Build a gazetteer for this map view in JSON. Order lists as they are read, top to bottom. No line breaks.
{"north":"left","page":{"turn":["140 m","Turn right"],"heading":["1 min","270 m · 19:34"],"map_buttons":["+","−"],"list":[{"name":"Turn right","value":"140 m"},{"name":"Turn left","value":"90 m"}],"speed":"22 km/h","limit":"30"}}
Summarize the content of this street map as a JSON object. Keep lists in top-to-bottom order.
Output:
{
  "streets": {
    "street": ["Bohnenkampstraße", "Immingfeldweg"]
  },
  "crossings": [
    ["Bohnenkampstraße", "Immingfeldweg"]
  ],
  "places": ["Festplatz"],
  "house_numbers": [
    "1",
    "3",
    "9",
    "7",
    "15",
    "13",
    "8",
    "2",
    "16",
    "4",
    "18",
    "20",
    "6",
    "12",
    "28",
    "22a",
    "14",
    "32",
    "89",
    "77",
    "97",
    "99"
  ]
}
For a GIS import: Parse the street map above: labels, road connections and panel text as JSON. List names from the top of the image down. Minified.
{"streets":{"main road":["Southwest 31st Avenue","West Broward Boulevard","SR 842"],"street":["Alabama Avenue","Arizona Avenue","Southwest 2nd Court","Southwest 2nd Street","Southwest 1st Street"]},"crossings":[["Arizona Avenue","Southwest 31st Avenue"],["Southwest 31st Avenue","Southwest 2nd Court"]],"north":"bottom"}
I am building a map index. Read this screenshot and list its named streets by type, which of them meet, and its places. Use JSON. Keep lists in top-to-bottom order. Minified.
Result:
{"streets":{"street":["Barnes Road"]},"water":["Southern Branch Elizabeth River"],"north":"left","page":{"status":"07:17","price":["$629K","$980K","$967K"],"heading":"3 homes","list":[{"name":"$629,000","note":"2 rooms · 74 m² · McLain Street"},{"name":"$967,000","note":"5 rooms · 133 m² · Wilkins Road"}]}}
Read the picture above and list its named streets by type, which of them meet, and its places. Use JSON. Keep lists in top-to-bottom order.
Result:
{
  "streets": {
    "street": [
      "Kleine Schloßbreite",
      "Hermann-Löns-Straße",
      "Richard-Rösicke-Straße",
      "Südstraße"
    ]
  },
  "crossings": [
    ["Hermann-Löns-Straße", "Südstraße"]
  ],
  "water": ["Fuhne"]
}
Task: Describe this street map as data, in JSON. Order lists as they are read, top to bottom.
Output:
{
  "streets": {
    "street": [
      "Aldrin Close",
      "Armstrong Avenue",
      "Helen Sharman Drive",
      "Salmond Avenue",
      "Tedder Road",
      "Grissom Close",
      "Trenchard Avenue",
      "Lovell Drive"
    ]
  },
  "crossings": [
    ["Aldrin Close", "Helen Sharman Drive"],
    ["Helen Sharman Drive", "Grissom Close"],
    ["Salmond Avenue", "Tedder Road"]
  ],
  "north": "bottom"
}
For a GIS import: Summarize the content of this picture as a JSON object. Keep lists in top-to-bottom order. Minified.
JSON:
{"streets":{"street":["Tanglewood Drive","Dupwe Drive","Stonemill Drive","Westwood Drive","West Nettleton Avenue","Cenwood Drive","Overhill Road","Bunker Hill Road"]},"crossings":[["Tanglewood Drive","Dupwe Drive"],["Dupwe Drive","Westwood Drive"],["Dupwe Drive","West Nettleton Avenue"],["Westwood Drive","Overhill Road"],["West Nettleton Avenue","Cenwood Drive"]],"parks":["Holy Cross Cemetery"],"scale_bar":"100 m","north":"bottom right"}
───
Your instructions:
Nothing should be left out: copy the material exactly.

Solution for this exercise:
Build a gazetteer for this map view in JSON. Order lists as they are read, top to bottom. No line breaks.
{"north":"left","page":{"turn":["140 m","Turn right"],"heading":["1 min","270 m · 19:34"],"map_buttons":["+","−"],"list":[{"name":"Turn right","value":"140 m"},{"name":"Turn left","value":"90 m"}],"speed":"22 km/h","limit":"30"}}
Summarize the content of this street map as a JSON object. Keep lists in top-to-bottom order.
Output:
{
  "streets": {
    "street": ["Bohnenkampstraße", "Immingfeldweg"]
  },
  "crossings": [
    ["Bohnenkampstraße", "Immingfeldweg"]
  ],
  "places": ["Festplatz"],
  "house_numbers": [
    "1",
    "3",
    "9",
    "7",
    "15",
    "13",
    "8",
    "2",
    "16",
    "4",
    "18",
    "20",
    "6",
    "12",
    "28",
    "22a",
    "14",
    "32",
    "89",
    "77",
    "97",
    "99"
  ]
}
For a GIS import: Parse the street map above: labels, road connections and panel text as JSON. List names from the top of the image down. Minified.
{"streets":{"main road":["Southwest 31st Avenue","West Broward Boulevard","SR 842"],"street":["Alabama Avenue","Arizona Avenue","Southwest 2nd Court","Southwest 2nd Street","Southwest 1st Street"]},"crossings":[["Arizona Avenue","Southwest 31st Avenue"],["Southwest 31st Avenue","Southwest 2nd Court"]],"north":"bottom"}
I am building a map index. Read this screenshot and list its named streets by type, which of them meet, and its places. Use JSON. Keep lists in top-to-bottom order. Minified.
Result:
{"streets":{"street":["Barnes Road"]},"water":["Southern Branch Elizabeth River"],"north":"left","page":{"status":"07:17","price":["$629K","$980K","$967K"],"heading":"3 homes","list":[{"name":"$629,000","note":"2 rooms · 74 m² · McLain Street"},{"name":"$967,000","note":"5 rooms · 133 m² · Wilkins Road"}]}}
Read the picture above and list its named streets by type, which of them meet, and its places. Use JSON. Keep lists in top-to-bottom order.
Result:
{
  "streets": {
    "street": [
      "Kleine Schloßbreite",
      "Hermann-Löns-Straße",
      "Richard-Rösicke-Straße",
      "Südstraße"
    ]
  },
  "crossings": [
    ["Hermann-Löns-Straße", "Südstraße"]
  ],
  "water": ["Fuhne"]
}
Task: Describe this street map as data, in JSON. Order lists as they are read, top to bottom.
Output:
{
  "streets": {
    "street": [
      "Aldrin Close",
      "Armstrong Avenue",
      "Helen Sharman Drive",
      "Salmond Avenue",
      "Tedder Road",
      "Grissom Close",
      "Trenchard Avenue",
      "Lovell Drive"
    ]
  },
  "crossings": [
    ["Aldrin Close", "Helen Sharman Drive"],
    ["Helen Sharman Drive", "Grissom Close"],
    ["Salmond Avenue", "Tedder Road"]
  ],
  "north": "bottom"
}
For a GIS import: Summarize the content of this picture as a JSON object. Keep lists in top-to-bottom order. Minified.
JSON:
{"streets":{"street":["Tanglewood Drive","Dupwe Drive","Stonemill Drive","Westwood Drive","West Nettleton Avenue","Cenwood Drive","Overhill Road","Bunker Hill Road"]},"crossings":[["Tanglewood Drive","Dupwe Drive"],["Dupwe Drive","Westwood Drive"],["Dupwe Drive","West Nettleton Avenue"],["Westwood Drive","Overhill Road"],["West Nettleton Avenue","Cenwood Drive"]],"parks":["Holy Cross Cemetery"],"scale_bar":"100 m","north":"bottom right"}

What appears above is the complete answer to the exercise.